Work item:
Exclude the images and repeat all remaining entries exactly.

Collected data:
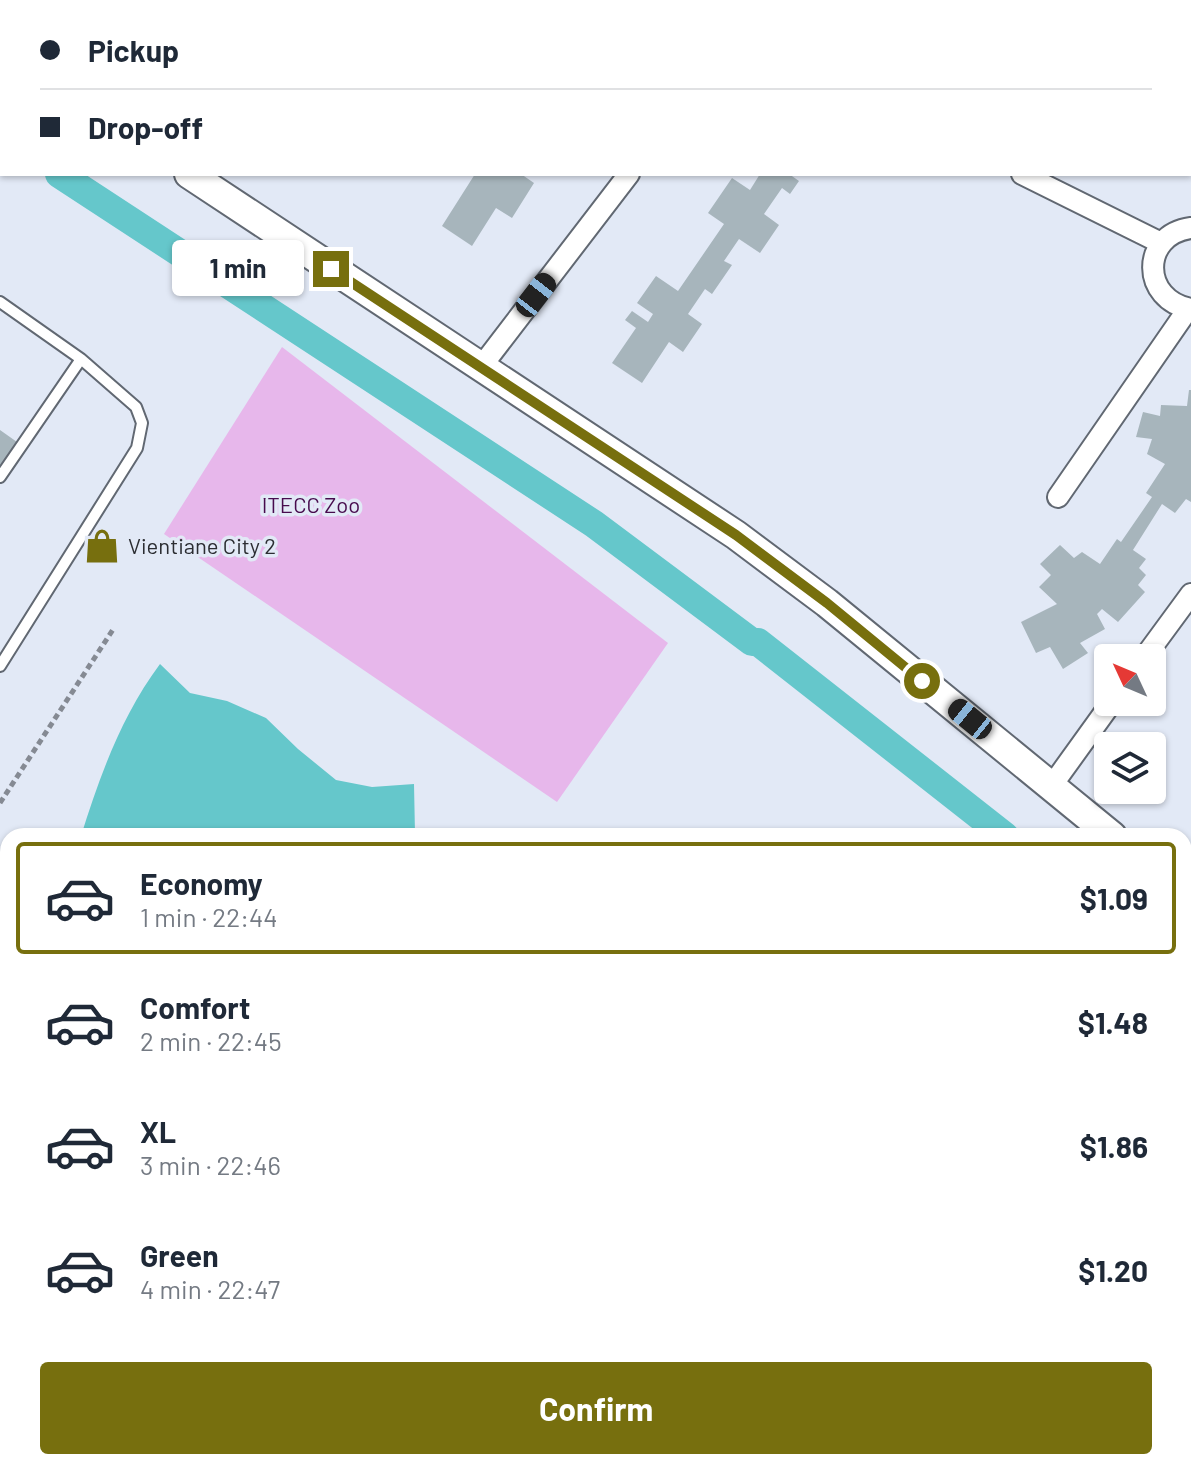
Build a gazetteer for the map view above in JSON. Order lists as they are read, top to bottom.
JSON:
{
  "parks": ["ITECC Zoo"],
  "places": {
    "shop": ["Vientiane City 2"]
  },
  "north": "top left",
  "page": {
    "banner": ["Pickup", "Drop-off"],
    "bubble": "1 min",
    "list": [
      {
        "name": "Economy",
        "note": "1 min · 22:44",
        "value": "$1.09"
      },
      {
        "name": "Comfort",
        "note": "2 min · 22:45",
        "value": "$1.48"
      },
      {
        "name": "XL",
        "note": "3 min · 22:46",
        "value": "$1.86"
      },
      {
        "name": "Green",
        "note": "4 min · 22:47",
        "value": "$1.20"
      }
    ],
    "buttons": "Confirm"
  }
}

Exercise output:
Build a gazetteer for the map view above in JSON. Order lists as they are read, top to bottom.
JSON:
{
  "parks": ["ITECC Zoo"],
  "places": {
    "shop": ["Vientiane City 2"]
  },
  "north": "top left",
  "page": {
    "banner": ["Pickup", "Drop-off"],
    "bubble": "1 min",
    "list": [
      {
        "name": "Economy",
        "note": "1 min · 22:44",
        "value": "$1.09"
      },
      {
        "name": "Comfort",
        "note": "2 min · 22:45",
        "value": "$1.48"
      },
      {
        "name": "XL",
        "note": "3 min · 22:46",
        "value": "$1.86"
      },
      {
        "name": "Green",
        "note": "4 min · 22:47",
        "value": "$1.20"
      }
    ],
    "buttons": "Confirm"
  }
}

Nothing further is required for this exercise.